Proposed Boatpeople Pacific Solution comes apart before it's written

Project SafeCom Inc.
P.O. Box 364
Narrogin
Western Australia 6312
Phone: 0417 090 130
Web: https://www.safecom.org.au/

Proposed Boatpeople Pacific Solution comes apart before it's written

Media Release
Saturday April 22 2006 1:20pm WST
For Immediate Release
No Embargoes

"The proposed Immigration Bill to banish all boatpeople who enter Australian waters to seek asylum to foreign nations and islands, and bar them permanently from accessing Australia, even if they are found to be refugees after assessment, is coming unstuck before it's even been written or becoming public," WA Rights group Project SafeCom said this morning.

TV Campaign expected

In addition to a massive campaign developing around Australia initiated by Rights groups such as Project SafeCom, as well as the NSW group A Just Australia, and by Amnesty International Australia, The group 'GetUp! Action for Australia' has confirmed it intends to campaign on this issue, both through mobilizing its vast numbers of members and supporters, and through a television advertising campaign.

GetUp!'s Executive Director Brett Solomon (contact below) has confirmed this today after receiving briefings from Project SafeCom, A Just Australia and also through the Melbourne-based The Justice Project's board member Ms Jessie Taylor (contact below)."

This morning The West Australian newspaper reports (transcript below) that Nauru, Fiji, New Zealand and Papua New Guinea are not interested in doing Australia's bidding as far as settlement is concerned. In addition, a Poll commissioned in Western Australia confirms that the majority of those asked think that Australia should process West Papuans on the mainland and grant them asylum in Australia, while an overwhelming 83% thinks Australia should grant successful asylum seekers protection in Australia.

"It looks like this shocking proposal, sacrificing Australia's International obligations under the UN Refugee Convention is rapidly developing into John Howard's A Bridge Too Far," Project SafeCom's spokesman Jack H Smit commented.

"Mr Howard knows the government is loosing badly in the polls since the introduction of the IR legislation, and he's groping back at his own self-loved and perceived success prior to the 2001 Federal election and the blocking of MV Tampa, and of course he wants to "do more of the same" within this context."

"But the Prime Minister fails to notice what Australians have learnt through Cornelia Rau, Vivian Alvarez, through the countless misery stories coming from detention centres, and he has failed to notice that the Australian community is starting to get very, very sick of his manipulation of refugees and asylum seekers, more visible in the context of our well-liked West Papuan neighbours than with any other group of asylum seekers."

For more information:

Jack H Smit
Project SafeCom Inc.
[phone number posted]

CONTACTS OF OTHER PARTIES in this release:

Mr Brett Solomon
Exec Director
GetUp! Action for Australia
www.getup.org.au
[phone number posted]

Ms Jessie Taylor
The Justice Project
www.thejusticeproject.com.au
Melbourne
[phone number posted]

PM's new refugee plan left in tatters

The West Australian
22 April 2006
ANDREW PROBYN and RHIANNA KING

John Howard's plan to appease Indonesia by relocating West Papuan asylum seekers overseas was in tatters last night after Nauru refused to co-operate and a poll showed the plan lacked public support.
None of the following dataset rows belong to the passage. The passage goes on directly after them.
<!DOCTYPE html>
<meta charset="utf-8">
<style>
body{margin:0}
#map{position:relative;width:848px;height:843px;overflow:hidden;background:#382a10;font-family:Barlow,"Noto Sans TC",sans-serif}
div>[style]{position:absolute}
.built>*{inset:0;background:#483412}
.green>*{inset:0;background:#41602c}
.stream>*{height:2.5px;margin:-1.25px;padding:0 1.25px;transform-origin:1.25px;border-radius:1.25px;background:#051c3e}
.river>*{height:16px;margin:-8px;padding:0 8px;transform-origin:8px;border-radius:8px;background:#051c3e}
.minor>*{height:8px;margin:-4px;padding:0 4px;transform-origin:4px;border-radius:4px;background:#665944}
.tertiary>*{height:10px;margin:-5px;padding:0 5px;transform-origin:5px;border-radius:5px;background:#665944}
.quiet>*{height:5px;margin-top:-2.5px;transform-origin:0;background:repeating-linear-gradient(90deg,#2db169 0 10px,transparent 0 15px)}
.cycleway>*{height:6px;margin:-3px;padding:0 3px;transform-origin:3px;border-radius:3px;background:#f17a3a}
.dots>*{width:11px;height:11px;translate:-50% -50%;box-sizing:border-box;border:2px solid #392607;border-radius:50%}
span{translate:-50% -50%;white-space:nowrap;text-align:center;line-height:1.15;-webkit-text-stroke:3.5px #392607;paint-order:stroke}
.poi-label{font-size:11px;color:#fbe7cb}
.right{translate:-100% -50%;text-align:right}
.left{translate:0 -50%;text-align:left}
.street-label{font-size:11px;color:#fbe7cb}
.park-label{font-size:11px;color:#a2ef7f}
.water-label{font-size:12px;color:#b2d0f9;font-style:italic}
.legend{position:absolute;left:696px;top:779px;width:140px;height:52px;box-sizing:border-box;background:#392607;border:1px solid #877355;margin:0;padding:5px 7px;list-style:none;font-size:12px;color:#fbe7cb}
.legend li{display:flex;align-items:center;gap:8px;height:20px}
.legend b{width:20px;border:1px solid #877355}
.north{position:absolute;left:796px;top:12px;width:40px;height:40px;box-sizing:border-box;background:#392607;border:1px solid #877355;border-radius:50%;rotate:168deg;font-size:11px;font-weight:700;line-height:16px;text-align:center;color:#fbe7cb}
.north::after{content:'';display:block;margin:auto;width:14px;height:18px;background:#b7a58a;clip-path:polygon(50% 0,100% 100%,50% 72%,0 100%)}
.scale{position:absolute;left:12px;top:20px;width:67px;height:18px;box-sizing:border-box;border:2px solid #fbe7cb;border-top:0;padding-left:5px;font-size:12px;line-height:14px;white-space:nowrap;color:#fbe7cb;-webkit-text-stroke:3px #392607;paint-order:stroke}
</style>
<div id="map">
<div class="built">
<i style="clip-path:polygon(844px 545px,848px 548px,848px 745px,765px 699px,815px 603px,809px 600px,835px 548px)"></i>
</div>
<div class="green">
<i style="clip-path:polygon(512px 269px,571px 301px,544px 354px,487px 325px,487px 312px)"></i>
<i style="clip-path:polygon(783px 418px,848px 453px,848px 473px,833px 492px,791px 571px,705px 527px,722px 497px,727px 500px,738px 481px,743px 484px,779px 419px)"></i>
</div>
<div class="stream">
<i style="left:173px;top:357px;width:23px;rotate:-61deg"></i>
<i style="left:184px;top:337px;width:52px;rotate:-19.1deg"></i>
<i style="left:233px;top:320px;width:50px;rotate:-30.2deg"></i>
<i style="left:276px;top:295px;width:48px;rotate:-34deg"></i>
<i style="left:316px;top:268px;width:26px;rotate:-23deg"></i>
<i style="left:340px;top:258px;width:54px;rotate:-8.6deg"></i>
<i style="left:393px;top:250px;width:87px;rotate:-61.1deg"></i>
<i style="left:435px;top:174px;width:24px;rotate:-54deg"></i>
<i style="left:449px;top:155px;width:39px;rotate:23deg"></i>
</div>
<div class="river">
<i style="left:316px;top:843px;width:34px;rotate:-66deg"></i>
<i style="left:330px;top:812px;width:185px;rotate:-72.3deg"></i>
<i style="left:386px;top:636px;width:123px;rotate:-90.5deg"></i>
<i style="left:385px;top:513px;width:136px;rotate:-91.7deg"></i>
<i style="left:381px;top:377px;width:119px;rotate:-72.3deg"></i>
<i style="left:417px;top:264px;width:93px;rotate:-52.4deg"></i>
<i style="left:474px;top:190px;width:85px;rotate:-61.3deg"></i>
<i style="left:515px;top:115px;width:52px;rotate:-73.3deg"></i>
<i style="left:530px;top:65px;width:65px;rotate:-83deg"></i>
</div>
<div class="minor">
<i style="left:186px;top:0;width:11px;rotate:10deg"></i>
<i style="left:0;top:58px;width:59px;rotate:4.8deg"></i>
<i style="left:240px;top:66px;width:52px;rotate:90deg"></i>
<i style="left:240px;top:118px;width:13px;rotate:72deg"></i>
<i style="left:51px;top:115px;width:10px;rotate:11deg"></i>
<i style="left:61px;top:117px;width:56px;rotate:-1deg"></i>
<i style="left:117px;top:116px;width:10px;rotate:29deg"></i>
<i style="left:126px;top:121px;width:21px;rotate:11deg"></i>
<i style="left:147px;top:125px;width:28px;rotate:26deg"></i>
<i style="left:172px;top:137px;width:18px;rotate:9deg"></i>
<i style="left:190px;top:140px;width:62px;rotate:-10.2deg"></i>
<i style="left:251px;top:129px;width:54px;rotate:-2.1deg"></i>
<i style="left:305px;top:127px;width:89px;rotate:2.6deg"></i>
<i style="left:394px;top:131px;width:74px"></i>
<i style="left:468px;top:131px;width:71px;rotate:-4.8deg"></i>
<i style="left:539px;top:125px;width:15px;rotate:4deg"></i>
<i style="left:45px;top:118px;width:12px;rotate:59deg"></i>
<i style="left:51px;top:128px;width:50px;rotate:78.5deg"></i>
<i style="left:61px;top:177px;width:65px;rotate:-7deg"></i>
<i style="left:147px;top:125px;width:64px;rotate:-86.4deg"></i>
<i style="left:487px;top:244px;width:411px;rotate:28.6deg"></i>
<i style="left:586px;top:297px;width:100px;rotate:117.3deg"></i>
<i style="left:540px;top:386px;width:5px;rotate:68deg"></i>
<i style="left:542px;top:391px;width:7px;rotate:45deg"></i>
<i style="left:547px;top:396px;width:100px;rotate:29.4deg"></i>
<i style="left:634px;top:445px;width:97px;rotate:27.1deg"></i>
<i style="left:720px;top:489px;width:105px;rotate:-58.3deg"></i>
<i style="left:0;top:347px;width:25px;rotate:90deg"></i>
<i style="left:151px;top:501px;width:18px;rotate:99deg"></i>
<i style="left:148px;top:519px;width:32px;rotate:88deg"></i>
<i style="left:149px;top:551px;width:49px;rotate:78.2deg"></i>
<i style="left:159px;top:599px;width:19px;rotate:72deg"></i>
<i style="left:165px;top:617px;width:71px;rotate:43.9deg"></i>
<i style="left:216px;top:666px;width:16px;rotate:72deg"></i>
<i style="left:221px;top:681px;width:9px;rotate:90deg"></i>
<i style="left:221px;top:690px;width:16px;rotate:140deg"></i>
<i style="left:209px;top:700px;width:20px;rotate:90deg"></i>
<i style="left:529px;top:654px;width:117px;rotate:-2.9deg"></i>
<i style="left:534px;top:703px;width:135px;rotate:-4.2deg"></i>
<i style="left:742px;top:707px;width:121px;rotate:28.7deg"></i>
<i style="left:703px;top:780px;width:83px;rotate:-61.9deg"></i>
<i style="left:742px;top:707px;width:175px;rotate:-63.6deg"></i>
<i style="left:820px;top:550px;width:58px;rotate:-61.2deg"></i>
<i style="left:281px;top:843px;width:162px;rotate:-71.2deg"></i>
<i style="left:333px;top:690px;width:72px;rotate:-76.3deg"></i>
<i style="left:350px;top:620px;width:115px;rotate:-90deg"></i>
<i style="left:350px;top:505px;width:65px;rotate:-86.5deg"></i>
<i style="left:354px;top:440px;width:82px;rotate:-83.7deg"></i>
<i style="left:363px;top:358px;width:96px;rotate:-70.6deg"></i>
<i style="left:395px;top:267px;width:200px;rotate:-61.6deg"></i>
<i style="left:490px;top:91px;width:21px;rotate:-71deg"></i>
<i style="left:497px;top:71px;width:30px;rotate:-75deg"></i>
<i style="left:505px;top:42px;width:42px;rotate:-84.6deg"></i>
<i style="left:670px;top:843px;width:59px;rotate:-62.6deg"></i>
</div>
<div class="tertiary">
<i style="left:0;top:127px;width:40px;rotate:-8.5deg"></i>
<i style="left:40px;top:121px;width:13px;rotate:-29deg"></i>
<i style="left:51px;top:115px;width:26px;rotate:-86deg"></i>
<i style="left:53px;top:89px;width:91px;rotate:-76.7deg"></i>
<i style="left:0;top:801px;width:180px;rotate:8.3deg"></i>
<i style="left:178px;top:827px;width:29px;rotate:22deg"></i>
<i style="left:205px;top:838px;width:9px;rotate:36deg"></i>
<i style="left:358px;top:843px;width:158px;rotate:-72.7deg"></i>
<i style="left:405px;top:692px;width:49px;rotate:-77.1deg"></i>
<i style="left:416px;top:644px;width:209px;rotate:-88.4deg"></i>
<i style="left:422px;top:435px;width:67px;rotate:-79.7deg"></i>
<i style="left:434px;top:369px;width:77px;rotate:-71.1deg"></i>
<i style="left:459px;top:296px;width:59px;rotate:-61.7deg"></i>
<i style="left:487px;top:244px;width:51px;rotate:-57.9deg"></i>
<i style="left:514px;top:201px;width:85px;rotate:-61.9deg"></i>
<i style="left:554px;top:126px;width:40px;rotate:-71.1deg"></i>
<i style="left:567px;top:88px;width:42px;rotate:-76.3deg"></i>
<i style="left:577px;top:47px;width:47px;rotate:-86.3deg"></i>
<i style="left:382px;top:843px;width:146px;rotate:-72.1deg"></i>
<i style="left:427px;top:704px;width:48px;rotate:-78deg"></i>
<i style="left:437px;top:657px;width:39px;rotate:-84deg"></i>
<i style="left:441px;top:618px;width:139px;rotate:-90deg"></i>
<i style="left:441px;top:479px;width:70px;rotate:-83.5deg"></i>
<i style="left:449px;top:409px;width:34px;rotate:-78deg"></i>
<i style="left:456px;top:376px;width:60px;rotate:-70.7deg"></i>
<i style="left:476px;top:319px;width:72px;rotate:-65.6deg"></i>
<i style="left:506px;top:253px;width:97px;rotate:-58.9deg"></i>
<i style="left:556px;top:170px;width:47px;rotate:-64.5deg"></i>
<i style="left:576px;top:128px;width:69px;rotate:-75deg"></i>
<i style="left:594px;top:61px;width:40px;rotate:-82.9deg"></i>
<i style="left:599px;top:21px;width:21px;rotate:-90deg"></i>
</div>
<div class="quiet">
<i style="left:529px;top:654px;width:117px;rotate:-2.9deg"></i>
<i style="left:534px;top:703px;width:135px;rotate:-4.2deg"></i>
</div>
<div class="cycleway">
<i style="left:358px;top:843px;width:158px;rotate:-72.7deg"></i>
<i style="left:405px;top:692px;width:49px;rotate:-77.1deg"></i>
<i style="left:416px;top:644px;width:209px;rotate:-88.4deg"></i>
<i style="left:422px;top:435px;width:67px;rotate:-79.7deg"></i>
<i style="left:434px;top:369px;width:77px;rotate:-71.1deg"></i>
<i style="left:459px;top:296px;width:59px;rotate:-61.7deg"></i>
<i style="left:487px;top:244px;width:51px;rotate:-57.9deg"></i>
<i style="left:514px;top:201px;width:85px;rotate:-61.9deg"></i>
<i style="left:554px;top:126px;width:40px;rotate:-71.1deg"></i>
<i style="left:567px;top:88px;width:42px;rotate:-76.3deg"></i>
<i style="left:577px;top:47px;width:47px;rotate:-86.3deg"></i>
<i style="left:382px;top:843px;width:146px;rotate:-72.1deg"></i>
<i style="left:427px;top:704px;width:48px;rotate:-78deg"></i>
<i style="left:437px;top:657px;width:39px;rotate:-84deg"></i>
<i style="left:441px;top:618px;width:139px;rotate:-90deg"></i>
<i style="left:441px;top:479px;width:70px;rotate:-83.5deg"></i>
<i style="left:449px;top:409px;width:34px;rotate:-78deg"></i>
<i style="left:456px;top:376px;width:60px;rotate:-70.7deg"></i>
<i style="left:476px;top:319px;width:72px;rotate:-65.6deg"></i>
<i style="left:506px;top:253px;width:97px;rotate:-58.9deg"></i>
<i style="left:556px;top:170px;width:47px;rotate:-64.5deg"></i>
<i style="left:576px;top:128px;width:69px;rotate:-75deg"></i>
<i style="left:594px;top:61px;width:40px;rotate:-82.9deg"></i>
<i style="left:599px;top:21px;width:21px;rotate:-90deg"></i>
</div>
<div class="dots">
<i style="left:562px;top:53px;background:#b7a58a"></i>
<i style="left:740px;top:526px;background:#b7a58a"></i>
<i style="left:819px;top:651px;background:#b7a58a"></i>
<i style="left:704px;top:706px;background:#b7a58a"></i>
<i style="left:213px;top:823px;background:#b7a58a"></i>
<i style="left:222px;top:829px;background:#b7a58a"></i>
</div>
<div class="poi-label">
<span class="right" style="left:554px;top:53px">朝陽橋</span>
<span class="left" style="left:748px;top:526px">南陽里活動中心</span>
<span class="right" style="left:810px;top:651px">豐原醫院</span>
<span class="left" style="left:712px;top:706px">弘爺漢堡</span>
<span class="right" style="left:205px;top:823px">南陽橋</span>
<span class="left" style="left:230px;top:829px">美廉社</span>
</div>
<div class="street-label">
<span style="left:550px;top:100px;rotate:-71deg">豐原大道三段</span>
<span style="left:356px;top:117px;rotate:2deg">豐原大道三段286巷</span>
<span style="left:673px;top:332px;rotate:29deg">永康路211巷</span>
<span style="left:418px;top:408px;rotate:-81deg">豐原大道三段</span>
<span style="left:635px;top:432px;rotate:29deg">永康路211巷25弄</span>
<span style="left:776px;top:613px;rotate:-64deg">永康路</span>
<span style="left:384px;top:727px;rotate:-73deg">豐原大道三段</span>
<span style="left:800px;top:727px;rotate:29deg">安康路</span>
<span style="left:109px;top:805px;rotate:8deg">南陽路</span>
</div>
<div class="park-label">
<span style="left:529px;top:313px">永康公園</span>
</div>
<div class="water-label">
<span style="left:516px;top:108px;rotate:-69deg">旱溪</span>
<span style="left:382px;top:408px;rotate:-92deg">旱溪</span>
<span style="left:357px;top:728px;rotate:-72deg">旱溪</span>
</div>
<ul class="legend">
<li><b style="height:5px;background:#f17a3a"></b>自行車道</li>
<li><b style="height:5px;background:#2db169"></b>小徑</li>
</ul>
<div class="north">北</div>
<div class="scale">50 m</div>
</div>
In an exclusive interview with The West Australian, Nauru's president declared that his country would not take Australia's unwanted refugees.

It is believed that neither New Zealand, Papua New Guinea nor Fiji is likely to agree to accept refugees found to be genuine after they are processed in Australian-run offshore detention centres.

And a survey of West Australians this week has found that the Prime Minister could have misjudged the public mood, with most not supporting the Government's so-called Pacific Solution, under which asylum seekers would be processed offshore.

An overwhelming 83 per cent of respondents to the latest Westpoll thought Australia should accept genuine refugees from the Indonesian province of West Papua, with just 13 per cent against.

The survey of 401 people found that 52 per cent of respondents believed asylum seekers should have their claims processed in Australia, rather than in detention centres on Christmas Island, Nauru or on Papua New Guinea's Manus Island.

Support for offshore processing was given by 38 per cent of respondents, with 10 per cent undecided.

In response to Indonesia's fury at Australia granting temporary protection visas to 42 West Papuans, the Government earlier this month announced that all boat people would be processed offshore, even when they reached the Australian mainland.

A strong majority of Westpoll's respondents - 61 per cent - said they believed Australia should not be influenced by Indonesian complaints when it came to deciding whether to accept refugees from West Papua.

The Westpoll telephone survey was conducted on the 18th and 19th of April.

A spokesman for Immigration Minister Amanda Vanstone said the Minister would not comment on Westpoll's findings.